* **Exercise aim**: How many lines in these records hold the string "circle"? State only that number.
** Opening Extracted material block **
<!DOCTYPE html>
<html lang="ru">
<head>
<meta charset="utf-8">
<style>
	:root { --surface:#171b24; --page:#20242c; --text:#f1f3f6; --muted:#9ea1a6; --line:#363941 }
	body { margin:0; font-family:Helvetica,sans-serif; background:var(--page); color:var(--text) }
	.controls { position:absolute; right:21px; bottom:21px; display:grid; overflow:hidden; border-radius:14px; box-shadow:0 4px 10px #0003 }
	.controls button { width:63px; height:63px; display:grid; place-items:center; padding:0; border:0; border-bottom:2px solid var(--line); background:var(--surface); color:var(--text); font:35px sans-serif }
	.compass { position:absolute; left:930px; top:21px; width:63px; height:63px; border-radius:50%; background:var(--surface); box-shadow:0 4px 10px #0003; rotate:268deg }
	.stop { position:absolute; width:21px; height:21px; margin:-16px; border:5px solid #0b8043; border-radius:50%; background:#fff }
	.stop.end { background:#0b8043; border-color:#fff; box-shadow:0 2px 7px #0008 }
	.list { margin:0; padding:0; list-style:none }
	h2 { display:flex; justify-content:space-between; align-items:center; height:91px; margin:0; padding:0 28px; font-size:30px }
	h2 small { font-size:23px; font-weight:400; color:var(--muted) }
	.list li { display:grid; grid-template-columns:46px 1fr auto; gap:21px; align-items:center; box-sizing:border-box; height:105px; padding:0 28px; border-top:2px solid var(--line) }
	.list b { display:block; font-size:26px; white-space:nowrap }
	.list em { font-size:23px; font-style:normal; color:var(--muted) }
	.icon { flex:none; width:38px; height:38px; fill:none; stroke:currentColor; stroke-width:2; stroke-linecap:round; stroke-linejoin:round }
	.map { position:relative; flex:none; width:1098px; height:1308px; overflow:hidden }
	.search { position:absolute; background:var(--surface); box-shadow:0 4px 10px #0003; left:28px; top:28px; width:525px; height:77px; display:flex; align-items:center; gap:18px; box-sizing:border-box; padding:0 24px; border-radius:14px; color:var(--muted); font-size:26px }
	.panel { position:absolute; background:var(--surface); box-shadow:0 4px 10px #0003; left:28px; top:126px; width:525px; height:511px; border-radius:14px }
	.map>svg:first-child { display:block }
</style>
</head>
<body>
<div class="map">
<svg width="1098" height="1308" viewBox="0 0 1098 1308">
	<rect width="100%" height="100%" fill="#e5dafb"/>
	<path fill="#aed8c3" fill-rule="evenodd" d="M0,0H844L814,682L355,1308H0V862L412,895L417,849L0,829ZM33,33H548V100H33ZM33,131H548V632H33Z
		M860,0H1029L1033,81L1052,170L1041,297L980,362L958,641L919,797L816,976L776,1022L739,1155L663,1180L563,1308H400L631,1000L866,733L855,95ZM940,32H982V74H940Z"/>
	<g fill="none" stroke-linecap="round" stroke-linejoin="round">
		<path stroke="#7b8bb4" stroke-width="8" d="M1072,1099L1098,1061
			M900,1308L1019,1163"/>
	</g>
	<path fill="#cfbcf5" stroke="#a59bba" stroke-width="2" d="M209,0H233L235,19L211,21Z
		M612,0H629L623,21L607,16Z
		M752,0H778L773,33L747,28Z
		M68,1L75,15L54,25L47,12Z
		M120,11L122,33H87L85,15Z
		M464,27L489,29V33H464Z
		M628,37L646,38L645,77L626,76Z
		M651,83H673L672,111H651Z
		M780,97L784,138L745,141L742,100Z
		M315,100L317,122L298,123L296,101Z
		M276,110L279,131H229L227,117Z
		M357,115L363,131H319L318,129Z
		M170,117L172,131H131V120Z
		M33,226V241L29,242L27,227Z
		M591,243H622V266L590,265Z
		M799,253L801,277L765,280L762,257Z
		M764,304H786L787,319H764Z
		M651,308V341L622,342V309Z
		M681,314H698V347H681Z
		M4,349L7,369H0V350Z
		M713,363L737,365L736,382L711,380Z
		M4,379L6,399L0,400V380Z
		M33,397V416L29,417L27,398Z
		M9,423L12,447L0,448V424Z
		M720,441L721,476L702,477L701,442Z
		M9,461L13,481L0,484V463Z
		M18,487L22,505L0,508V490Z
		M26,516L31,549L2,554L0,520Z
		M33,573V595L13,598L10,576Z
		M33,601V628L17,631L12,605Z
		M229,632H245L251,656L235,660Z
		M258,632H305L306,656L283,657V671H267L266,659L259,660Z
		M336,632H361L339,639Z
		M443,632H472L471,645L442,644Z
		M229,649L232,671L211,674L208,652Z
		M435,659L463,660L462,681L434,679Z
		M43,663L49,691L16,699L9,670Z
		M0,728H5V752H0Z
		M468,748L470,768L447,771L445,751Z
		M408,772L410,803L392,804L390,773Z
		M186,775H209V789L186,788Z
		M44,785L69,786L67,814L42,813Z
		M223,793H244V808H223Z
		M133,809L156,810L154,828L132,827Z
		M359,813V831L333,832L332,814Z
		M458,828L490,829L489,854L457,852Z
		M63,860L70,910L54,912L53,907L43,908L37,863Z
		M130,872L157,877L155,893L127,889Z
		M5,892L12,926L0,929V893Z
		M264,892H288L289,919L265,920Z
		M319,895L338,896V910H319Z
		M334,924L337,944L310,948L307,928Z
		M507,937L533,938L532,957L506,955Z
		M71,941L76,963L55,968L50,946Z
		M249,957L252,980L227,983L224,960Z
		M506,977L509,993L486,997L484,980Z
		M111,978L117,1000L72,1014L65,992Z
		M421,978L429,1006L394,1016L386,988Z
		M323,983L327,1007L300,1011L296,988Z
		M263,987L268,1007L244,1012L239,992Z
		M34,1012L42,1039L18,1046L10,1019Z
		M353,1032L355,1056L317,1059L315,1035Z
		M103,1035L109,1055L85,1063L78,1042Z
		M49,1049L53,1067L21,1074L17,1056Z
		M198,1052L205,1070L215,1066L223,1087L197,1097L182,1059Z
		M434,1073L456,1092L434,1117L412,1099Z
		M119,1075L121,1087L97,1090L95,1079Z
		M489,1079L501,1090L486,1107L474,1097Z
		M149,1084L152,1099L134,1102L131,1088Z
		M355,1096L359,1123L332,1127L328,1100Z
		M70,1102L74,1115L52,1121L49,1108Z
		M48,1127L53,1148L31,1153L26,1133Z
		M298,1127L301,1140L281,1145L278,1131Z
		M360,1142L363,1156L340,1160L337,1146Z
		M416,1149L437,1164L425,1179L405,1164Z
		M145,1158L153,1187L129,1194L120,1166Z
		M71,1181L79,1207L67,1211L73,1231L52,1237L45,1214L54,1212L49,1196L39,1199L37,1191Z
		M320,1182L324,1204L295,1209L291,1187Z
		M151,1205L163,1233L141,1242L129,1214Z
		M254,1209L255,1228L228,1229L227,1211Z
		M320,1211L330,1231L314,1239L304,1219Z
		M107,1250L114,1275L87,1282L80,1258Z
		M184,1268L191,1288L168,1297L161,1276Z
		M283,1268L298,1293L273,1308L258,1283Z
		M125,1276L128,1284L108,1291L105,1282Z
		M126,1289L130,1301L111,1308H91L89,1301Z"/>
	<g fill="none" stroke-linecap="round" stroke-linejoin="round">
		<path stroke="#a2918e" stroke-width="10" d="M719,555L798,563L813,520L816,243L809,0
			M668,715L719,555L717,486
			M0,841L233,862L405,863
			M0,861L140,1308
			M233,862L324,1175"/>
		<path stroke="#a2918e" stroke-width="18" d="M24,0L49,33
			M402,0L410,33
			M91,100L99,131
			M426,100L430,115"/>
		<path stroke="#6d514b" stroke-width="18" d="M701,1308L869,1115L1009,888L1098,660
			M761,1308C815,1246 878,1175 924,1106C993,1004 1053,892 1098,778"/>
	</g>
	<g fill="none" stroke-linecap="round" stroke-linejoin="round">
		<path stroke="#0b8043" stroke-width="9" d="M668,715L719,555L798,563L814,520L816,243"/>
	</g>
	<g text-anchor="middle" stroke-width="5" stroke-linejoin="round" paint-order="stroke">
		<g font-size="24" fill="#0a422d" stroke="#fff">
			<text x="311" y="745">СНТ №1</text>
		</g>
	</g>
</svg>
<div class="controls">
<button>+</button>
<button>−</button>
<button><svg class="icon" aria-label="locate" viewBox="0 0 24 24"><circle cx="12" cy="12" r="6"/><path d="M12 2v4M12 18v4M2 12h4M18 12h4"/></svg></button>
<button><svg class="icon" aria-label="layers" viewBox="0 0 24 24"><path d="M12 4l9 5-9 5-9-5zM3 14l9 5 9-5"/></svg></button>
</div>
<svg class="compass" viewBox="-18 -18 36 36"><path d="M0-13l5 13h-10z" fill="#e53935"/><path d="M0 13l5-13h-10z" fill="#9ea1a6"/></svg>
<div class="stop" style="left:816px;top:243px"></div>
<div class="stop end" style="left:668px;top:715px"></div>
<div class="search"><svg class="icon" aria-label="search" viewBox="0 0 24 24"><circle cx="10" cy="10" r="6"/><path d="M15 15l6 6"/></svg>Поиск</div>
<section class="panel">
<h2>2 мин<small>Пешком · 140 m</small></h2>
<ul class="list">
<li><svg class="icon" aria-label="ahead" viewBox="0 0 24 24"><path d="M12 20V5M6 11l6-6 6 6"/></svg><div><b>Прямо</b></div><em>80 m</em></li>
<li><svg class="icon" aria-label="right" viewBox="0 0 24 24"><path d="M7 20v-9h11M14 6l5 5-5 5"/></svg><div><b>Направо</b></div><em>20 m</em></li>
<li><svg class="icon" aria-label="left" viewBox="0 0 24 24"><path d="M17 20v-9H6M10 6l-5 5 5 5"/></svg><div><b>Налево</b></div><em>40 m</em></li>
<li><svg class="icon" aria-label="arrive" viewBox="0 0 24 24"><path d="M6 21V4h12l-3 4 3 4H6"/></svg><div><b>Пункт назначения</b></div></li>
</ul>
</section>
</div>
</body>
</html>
** Closing Extracted material block **
* **Answer space**: 2